Output the number of lines in the entries below with the string "direction" in them, and nothing further.

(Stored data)
※ ※ ※
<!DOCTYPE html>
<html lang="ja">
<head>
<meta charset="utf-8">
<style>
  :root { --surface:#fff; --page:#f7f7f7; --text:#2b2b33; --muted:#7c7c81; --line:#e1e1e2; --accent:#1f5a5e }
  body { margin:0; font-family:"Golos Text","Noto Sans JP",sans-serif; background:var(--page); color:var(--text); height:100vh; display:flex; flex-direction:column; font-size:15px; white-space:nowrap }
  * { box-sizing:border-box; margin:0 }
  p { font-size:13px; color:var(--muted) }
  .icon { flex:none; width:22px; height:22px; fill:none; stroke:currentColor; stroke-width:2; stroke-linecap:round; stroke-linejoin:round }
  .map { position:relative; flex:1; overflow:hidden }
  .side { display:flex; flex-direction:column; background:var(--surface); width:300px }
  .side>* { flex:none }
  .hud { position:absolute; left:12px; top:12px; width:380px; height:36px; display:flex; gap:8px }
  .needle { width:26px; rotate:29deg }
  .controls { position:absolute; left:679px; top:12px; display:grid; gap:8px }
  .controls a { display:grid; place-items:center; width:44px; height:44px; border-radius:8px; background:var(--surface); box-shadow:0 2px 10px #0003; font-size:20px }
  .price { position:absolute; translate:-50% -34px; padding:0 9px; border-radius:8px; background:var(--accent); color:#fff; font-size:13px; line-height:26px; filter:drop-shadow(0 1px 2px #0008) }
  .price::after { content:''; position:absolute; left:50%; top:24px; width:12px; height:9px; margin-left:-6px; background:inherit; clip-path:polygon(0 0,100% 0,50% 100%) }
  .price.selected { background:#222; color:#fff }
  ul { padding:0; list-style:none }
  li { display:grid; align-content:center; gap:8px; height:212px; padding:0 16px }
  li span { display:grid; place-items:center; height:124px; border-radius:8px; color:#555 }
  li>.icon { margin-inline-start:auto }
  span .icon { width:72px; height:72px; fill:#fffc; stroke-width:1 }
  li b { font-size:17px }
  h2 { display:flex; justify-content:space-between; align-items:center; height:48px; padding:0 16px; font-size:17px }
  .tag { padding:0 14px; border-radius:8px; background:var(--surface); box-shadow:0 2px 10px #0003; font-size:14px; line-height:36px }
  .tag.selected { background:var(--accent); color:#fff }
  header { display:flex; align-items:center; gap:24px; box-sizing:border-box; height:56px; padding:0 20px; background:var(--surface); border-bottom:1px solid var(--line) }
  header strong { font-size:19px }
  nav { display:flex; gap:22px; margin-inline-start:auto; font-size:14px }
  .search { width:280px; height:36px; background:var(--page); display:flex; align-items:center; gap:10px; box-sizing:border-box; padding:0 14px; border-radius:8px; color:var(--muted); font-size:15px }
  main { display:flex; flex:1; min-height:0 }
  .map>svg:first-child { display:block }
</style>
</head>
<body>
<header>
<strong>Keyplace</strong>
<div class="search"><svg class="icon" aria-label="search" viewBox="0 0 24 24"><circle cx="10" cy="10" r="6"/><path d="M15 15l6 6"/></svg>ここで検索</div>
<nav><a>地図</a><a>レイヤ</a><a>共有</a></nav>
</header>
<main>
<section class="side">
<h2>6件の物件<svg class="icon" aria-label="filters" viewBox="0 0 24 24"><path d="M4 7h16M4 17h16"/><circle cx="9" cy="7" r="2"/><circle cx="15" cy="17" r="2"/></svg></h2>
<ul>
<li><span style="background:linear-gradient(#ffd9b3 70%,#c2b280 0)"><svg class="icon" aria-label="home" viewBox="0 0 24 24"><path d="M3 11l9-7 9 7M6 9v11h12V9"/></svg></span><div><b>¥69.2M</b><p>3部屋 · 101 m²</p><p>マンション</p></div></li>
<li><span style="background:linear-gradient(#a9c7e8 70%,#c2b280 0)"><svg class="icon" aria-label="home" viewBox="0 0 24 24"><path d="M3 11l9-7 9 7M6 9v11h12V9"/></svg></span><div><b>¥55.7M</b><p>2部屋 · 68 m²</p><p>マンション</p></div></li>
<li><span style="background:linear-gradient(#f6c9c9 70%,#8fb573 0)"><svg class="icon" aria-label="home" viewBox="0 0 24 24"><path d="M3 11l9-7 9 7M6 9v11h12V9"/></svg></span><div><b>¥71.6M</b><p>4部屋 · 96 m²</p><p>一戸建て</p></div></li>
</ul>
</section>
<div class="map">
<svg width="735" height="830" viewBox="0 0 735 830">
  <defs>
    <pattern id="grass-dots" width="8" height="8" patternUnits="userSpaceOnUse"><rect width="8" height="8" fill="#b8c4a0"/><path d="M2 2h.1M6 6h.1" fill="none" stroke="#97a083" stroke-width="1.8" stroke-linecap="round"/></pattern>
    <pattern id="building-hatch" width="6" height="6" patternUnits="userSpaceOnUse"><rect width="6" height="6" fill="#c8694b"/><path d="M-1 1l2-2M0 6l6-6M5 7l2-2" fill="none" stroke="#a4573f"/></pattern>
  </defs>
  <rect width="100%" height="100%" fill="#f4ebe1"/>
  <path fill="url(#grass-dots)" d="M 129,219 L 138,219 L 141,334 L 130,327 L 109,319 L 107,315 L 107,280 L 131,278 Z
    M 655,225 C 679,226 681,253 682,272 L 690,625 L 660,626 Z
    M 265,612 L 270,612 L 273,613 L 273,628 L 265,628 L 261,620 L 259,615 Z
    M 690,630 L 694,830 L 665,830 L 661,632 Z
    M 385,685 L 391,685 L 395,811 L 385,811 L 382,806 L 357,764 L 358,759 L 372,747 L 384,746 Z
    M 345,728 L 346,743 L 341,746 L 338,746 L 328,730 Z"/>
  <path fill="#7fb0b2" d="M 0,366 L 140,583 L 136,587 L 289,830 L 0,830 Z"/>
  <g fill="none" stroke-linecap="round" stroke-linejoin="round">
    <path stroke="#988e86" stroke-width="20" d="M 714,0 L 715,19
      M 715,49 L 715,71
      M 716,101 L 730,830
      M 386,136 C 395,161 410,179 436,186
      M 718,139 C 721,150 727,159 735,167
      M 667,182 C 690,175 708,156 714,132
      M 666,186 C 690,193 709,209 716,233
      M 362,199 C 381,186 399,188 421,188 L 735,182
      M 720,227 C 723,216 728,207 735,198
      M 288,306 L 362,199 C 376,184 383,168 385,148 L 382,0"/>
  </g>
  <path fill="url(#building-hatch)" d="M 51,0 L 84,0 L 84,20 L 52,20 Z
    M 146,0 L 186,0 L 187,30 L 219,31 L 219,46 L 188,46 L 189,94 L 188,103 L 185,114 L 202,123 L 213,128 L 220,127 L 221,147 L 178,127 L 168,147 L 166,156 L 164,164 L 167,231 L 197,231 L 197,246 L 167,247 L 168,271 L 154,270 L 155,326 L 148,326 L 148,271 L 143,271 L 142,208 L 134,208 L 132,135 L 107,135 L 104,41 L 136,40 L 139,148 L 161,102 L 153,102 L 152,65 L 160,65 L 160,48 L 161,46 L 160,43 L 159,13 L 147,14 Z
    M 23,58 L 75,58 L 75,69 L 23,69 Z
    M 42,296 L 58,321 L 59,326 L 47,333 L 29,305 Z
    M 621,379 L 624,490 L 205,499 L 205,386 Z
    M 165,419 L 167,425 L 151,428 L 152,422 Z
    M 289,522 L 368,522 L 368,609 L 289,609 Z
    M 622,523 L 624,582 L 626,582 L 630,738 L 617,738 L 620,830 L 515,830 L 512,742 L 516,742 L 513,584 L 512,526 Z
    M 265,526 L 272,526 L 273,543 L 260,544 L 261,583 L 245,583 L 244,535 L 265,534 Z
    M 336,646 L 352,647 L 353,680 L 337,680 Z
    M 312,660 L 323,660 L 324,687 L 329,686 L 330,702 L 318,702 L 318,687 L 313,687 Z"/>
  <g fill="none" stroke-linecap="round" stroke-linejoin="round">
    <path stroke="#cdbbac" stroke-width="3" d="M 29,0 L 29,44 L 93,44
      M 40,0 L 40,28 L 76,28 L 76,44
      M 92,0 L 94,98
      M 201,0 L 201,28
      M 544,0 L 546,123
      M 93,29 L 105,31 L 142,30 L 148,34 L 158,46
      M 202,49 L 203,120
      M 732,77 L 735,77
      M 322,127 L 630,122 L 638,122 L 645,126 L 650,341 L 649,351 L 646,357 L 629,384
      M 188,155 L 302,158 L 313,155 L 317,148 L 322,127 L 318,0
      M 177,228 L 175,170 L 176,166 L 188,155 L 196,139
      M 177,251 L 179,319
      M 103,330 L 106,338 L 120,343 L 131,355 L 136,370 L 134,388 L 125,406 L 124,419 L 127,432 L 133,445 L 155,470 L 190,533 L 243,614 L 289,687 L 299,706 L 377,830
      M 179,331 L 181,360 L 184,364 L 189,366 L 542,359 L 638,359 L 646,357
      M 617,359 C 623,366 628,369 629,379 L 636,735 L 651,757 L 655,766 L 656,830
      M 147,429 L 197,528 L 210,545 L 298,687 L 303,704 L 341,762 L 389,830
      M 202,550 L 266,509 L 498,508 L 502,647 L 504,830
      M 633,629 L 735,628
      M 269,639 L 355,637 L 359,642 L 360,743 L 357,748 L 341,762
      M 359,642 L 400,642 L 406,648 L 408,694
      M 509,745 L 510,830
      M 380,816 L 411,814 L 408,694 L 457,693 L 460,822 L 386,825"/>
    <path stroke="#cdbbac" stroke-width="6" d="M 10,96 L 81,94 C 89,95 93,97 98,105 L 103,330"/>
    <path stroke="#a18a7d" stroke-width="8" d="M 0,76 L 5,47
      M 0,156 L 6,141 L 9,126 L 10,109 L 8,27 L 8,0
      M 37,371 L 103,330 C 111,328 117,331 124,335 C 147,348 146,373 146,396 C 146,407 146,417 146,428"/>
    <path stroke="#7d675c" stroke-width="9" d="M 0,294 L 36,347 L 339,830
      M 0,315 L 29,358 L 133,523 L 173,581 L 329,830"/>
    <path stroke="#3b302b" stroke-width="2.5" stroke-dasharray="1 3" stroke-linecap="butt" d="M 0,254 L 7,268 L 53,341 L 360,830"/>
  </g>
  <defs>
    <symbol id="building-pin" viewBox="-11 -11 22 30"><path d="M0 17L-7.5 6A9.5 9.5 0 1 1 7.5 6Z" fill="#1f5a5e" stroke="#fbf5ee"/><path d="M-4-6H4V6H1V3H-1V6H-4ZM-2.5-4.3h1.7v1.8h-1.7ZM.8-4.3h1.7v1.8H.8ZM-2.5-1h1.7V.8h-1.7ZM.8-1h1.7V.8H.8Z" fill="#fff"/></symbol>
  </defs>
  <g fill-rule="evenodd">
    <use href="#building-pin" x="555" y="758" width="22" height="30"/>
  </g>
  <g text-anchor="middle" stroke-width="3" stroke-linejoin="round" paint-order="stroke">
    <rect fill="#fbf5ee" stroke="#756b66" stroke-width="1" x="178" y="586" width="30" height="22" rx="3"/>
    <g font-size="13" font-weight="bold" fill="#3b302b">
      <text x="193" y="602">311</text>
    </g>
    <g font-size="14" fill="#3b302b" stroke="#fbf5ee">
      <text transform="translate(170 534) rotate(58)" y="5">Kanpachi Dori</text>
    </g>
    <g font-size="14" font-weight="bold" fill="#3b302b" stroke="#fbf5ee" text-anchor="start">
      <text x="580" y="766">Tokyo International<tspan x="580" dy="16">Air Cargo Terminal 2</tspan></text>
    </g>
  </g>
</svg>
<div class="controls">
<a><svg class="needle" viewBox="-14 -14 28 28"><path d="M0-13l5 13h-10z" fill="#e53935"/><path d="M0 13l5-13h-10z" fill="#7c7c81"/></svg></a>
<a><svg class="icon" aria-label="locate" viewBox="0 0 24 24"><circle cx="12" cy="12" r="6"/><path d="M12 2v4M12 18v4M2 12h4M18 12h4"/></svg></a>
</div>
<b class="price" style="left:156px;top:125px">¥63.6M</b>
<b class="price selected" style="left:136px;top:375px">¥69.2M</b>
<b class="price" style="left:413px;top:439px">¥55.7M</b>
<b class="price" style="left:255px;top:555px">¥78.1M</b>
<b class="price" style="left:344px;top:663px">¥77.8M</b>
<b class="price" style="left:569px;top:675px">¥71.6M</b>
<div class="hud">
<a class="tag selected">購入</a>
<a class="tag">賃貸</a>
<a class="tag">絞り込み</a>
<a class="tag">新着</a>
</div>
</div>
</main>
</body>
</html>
※ ※ ※
Worked solution
2